- [BRIEF] Find all the lines in the material below with the word "lists", and copy them.

- [EXERCISE INPUTS]

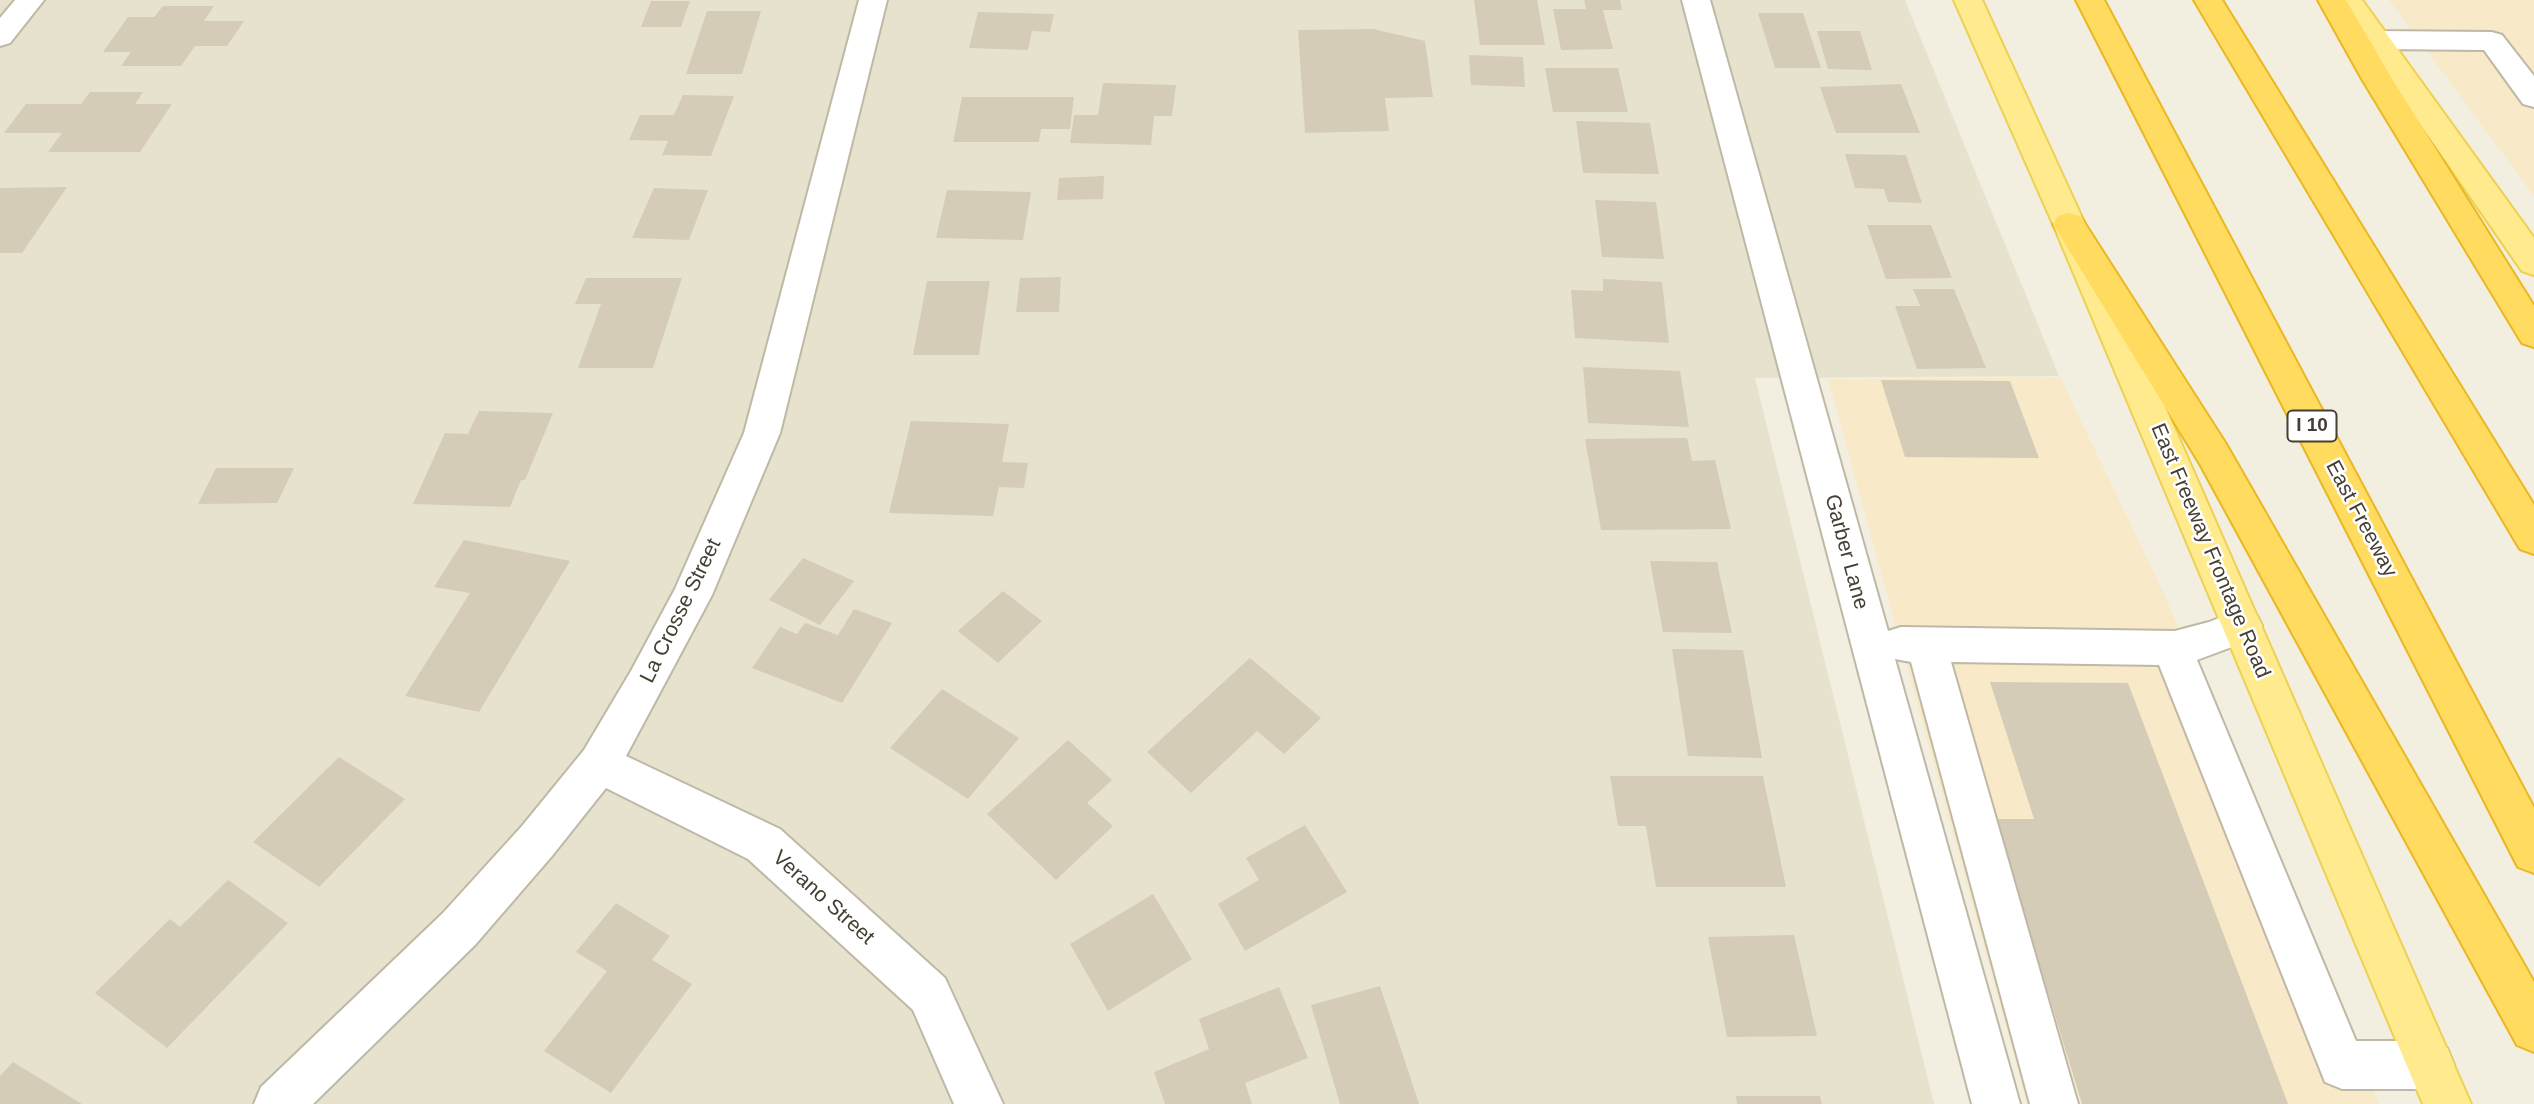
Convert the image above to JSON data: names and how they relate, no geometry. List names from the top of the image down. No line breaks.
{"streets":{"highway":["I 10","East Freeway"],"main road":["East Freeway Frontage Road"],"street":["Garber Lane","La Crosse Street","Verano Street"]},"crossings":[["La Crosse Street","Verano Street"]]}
* * *
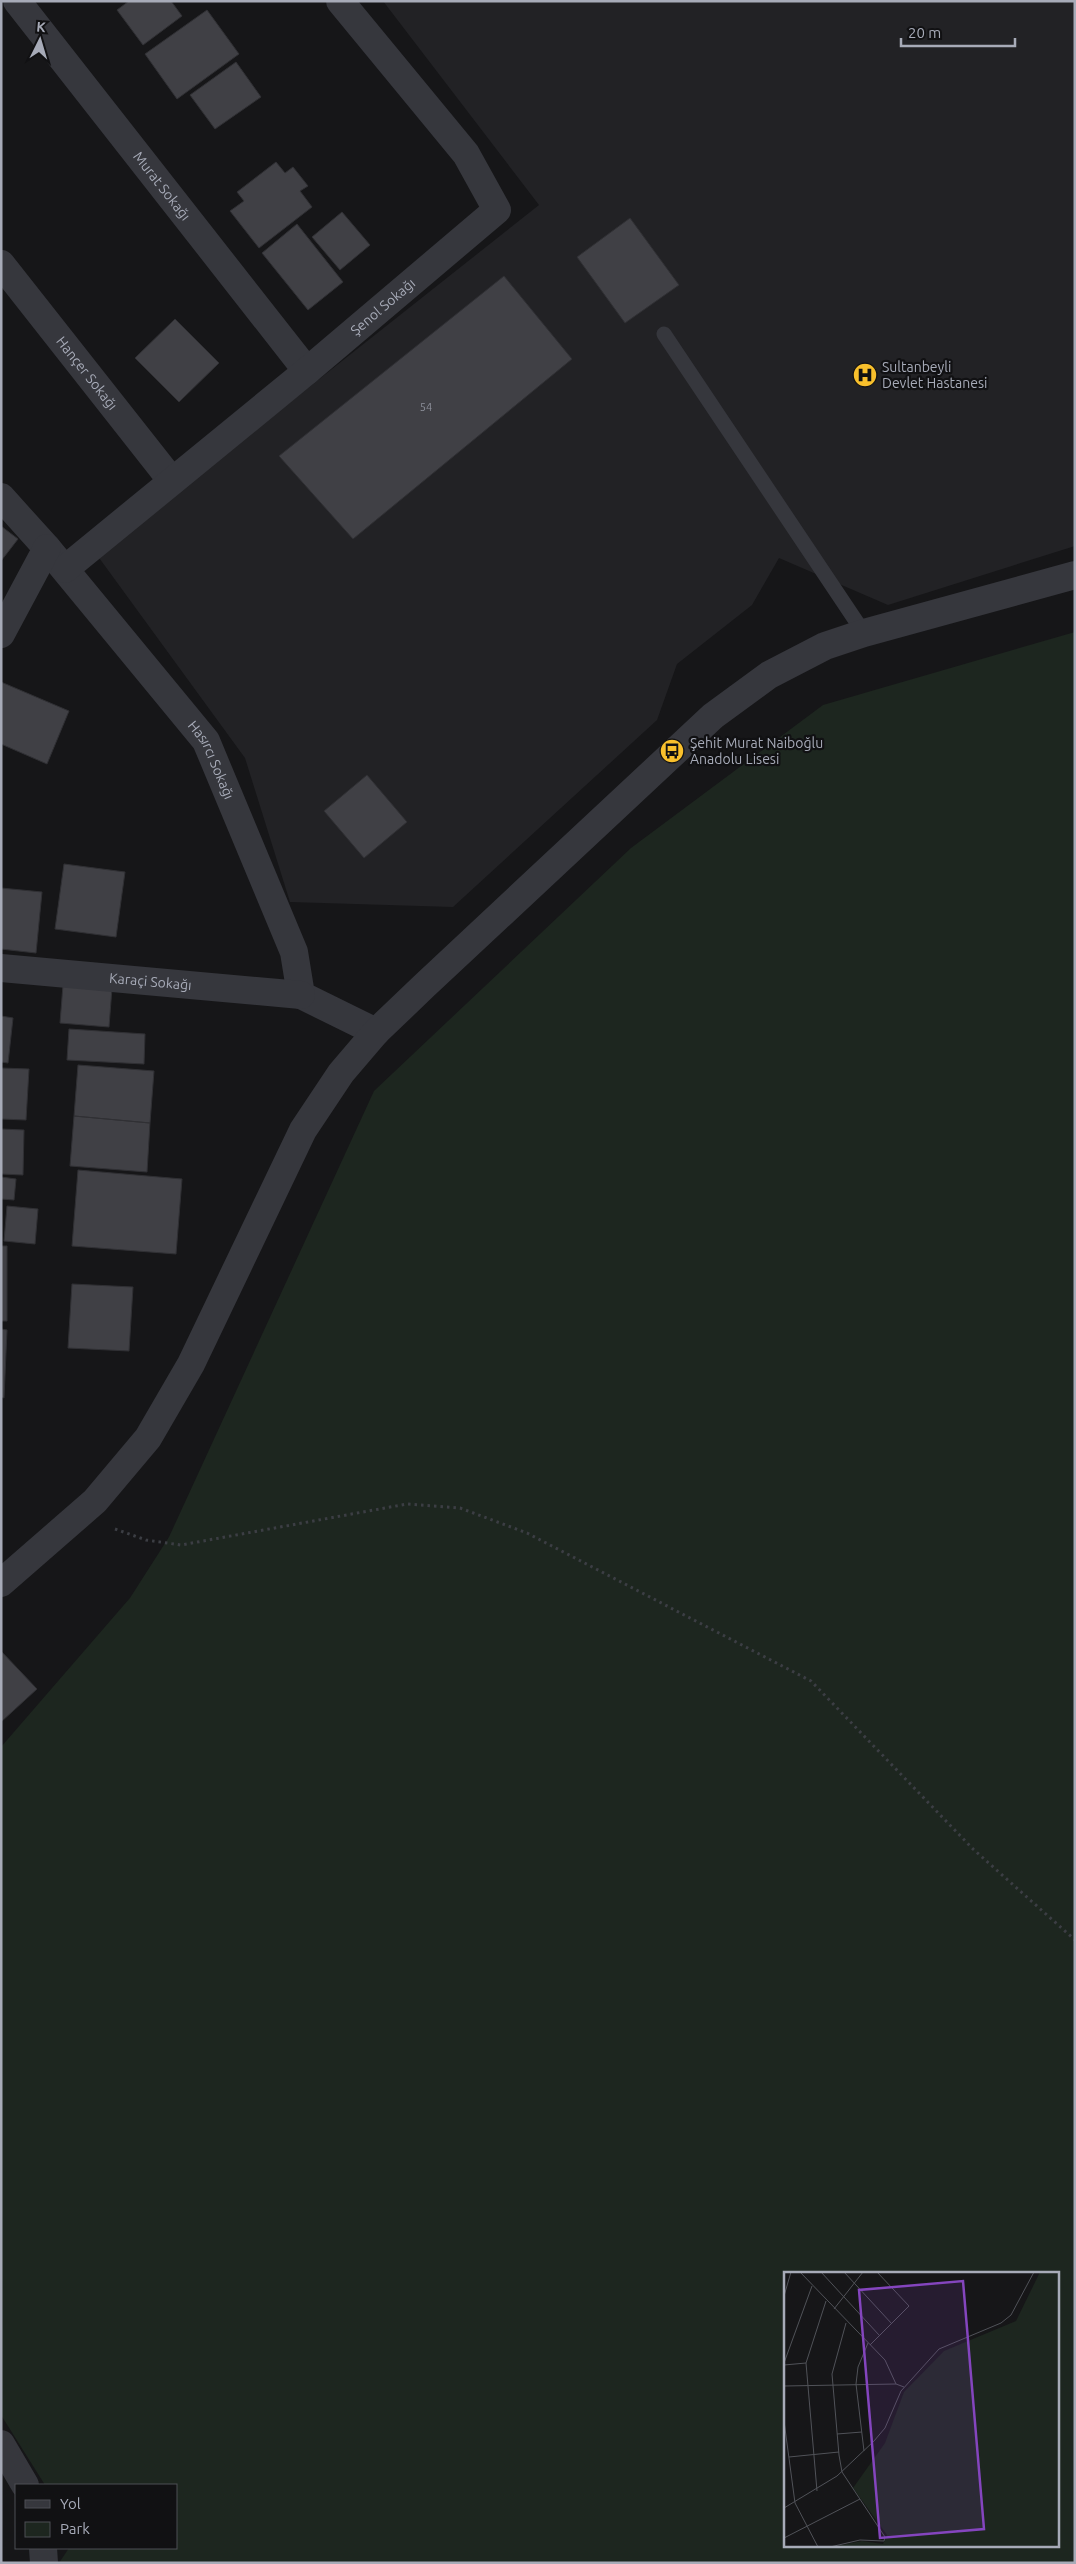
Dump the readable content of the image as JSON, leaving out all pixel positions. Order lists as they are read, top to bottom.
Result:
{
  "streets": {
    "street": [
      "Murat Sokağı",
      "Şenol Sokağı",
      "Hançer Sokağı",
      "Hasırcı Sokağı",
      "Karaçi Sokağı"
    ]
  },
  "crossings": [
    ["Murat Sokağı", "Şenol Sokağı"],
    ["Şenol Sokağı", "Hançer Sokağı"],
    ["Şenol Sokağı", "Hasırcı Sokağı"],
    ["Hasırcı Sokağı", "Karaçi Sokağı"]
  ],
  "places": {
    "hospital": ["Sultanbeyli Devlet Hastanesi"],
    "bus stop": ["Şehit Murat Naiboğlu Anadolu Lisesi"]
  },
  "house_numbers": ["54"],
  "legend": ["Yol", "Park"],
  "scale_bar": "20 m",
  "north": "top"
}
* * *
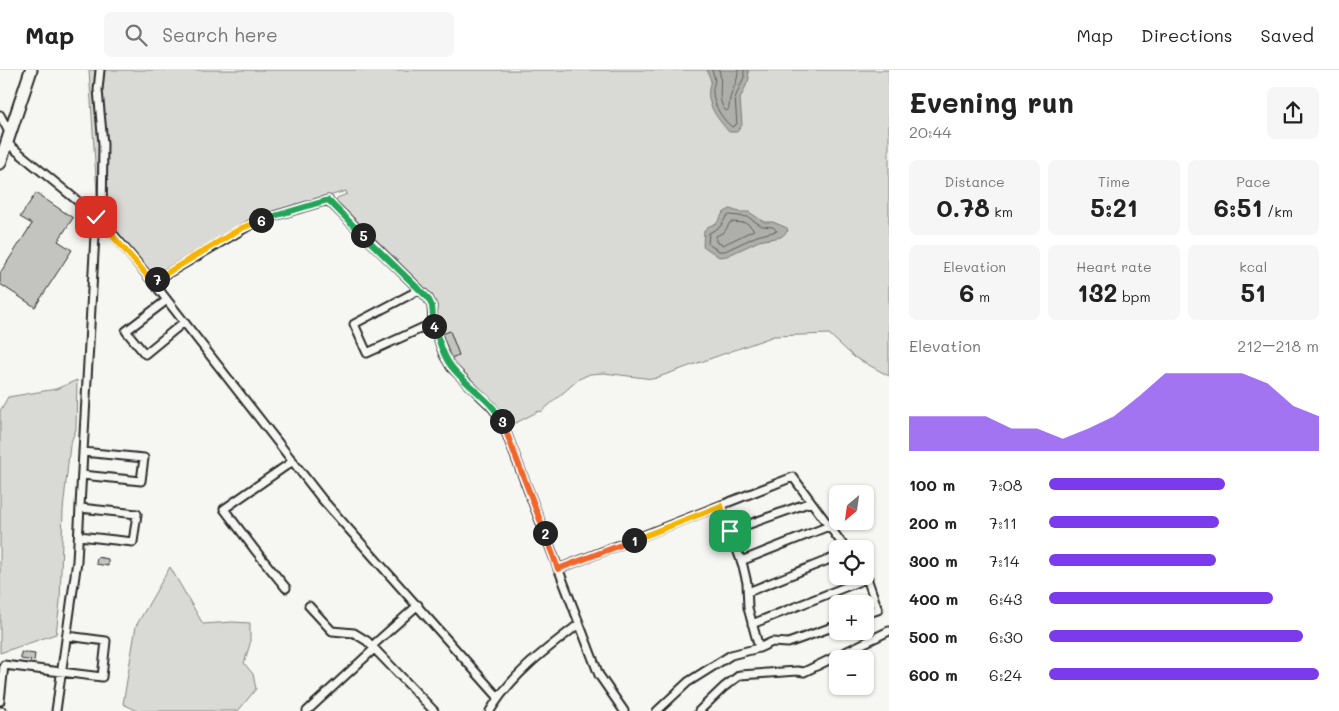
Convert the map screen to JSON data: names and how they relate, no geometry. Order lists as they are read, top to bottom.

- [ANSWER SECTION]
Dump the readable content of the image as JSON, leaving out all pixel positions. Order lists as they are read, top to bottom.
Convert the map screen to JSON data: names and how they relate, no geometry. Order lists as they are read, top to bottom.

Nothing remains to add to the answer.